The aviator joined the films together and held them out to their startled eyes. It was a complete picture of the counterfeiter’s retreat in the mountains and showed the two girl prisoners!
“This is wonderful,” the Marshal exclaimed. “Bud, do you think you have a man that can locate this place?”
“I know right where it is,” Bud replied, breathing heavily. “It is dead easy to find, but hard to get at. It can be taken all right, but if we force the position, they are sure to kill the girls.”
Mason was making a close examination of the films.
A semicircle of rock showed plainly, and as near as he could judge, about two hundred yards back from this semicircle there was a flat table rock, backed by a cliff that rose hundreds of feet in the air.
A cabin, showing the two girls outside looking up at the sky, was plainly visible.

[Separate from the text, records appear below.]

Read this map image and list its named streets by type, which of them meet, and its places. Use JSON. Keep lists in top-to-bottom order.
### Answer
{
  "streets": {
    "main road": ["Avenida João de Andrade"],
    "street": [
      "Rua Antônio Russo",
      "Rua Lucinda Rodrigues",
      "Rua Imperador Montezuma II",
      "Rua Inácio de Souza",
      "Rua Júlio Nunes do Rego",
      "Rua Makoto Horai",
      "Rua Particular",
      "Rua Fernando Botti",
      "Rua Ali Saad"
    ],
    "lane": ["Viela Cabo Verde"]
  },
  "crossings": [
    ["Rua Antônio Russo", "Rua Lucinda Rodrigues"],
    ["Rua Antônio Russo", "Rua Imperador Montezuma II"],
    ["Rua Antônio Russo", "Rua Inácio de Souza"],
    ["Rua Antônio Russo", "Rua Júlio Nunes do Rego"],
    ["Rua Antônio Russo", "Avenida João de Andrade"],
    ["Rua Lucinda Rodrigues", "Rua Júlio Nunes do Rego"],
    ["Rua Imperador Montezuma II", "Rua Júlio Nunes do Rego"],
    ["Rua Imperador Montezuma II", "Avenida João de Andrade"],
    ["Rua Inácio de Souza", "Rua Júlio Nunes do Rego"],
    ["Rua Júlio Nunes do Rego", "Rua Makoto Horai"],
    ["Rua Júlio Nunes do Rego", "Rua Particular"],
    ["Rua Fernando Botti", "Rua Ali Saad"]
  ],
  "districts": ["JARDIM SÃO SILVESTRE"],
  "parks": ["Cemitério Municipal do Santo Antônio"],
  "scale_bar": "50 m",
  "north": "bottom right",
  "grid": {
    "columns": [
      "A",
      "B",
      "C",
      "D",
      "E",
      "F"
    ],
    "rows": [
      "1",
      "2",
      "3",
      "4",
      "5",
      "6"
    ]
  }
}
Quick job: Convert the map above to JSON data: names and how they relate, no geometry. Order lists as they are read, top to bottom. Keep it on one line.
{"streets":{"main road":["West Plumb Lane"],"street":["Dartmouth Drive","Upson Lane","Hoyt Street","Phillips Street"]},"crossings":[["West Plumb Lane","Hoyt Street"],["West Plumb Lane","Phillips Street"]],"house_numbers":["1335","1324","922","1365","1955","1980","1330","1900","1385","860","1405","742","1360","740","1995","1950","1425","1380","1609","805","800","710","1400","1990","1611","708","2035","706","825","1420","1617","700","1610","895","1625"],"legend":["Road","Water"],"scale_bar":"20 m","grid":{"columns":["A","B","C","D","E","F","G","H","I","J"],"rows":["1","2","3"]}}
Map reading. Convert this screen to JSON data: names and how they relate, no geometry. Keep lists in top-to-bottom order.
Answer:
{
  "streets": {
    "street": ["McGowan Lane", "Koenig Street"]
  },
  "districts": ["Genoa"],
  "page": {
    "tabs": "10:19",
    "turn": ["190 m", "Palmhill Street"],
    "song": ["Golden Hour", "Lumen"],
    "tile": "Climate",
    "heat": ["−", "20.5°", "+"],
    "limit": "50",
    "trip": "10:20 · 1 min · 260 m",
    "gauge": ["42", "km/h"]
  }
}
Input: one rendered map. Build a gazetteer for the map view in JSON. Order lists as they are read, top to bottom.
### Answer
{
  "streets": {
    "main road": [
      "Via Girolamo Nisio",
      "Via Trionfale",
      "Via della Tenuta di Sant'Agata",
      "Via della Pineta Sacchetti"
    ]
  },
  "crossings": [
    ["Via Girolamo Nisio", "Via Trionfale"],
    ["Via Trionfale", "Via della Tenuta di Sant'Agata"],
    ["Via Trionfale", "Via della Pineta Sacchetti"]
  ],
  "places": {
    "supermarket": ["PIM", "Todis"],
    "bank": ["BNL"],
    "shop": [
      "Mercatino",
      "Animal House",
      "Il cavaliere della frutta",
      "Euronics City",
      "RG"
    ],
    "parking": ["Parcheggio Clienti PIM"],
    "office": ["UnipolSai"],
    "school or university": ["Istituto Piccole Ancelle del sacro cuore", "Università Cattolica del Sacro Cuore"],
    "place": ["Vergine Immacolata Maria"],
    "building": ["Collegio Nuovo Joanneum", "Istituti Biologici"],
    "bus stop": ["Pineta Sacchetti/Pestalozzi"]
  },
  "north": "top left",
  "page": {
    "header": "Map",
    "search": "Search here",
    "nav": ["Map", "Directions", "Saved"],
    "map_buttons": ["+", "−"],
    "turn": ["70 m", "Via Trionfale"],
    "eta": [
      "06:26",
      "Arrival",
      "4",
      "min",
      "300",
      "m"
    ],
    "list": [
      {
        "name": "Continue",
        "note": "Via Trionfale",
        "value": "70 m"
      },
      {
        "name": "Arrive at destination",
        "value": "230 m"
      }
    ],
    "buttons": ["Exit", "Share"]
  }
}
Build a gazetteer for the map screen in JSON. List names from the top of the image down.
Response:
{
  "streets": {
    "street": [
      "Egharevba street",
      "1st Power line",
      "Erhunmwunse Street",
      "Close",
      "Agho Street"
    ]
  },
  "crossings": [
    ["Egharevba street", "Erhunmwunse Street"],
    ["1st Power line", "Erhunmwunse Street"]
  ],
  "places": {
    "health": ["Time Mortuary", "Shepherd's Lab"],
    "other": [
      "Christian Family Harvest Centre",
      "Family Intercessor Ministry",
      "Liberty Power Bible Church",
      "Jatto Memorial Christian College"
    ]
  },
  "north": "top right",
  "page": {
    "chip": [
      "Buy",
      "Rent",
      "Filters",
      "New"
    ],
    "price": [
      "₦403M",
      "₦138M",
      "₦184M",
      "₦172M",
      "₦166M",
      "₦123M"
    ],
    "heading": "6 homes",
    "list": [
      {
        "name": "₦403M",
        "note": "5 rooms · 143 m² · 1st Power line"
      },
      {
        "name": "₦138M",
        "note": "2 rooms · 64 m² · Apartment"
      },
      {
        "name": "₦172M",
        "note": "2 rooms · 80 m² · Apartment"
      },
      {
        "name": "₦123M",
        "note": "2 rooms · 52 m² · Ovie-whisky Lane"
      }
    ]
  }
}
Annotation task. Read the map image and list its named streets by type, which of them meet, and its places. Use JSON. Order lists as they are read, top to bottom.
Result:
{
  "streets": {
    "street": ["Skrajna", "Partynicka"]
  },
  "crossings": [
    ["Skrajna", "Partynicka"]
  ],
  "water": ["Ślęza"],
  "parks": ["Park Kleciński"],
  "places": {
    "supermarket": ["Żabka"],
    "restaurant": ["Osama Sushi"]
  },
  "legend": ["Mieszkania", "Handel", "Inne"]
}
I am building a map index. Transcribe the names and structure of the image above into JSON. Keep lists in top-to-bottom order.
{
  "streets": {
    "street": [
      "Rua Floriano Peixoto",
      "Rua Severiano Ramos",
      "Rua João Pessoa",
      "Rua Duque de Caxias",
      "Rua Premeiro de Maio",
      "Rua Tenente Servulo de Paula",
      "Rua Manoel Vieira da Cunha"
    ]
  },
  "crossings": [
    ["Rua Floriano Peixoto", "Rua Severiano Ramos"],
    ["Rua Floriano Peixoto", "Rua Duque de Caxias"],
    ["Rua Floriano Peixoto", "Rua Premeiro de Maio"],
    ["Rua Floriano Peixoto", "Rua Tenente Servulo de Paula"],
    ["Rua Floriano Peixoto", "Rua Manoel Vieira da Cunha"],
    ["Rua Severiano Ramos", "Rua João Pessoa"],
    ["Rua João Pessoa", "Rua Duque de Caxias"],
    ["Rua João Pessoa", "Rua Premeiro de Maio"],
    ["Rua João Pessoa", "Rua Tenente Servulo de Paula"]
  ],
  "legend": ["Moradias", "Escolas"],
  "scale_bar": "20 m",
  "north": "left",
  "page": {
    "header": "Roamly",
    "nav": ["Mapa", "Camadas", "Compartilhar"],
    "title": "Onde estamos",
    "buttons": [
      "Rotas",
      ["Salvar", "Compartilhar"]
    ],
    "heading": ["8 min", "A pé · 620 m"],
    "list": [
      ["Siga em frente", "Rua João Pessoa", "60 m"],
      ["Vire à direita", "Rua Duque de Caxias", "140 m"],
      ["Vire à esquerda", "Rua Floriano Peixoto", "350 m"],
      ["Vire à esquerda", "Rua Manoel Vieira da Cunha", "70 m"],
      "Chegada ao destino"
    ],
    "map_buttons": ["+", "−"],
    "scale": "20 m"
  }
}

Mason called Bud over to him.
“Bud, you say you know where this place is?” he questioned him.
The latter nodded.
“And the only point of attack is this semicircle of rock,” Mason continued, “and if we rush that point there is nothing to prevent Ricker from killing the girls before we could get to them.”
“That’s just the way I figure it out,” Bud agreed.
“Well, I have a plan that has a chance of success,” Mason said grimly. “If we should pay those cutthroats the money they demand, we are not sure they will keep their word about delivering the prisoners safely to us. We have just got to go in and get them.
“My plan is to dynamite this semicircle of rock, then rush in and get the girls before Ricker’s men can recover from their surprise. They are sure to guard that point every minute. Let me have Scotty to draw their fire while I lay the blasting charge. They know what a reckless daredevil Scotty is and as I will keep out of sight they will think he is attacking them single-handed, and they will all be busy trying to pick him off. When the blasting charge goes off you can rush the position and capture them before they recover from their surprise.”
“That’s a good plan, lad,” the Marshal said with an approving glance at him. “We will arrange to arrive at their mountain retreat at five o’clock tomorrow morning. It won’t do to make the attack at night, for if anything went wrong they could kill the prisoners before we knew it. I’ll send Jean Barry to the Ricker ranch with my automobile, and have Big Joe get all the men together. Our party will join them there in time to reach the counterfeiter’s stronghold by five o’clock to-morrow morning.”
“Jack, have the cowboys take their horses along with them to the ranch, and I will take you there in my airplane,” Roy cut in.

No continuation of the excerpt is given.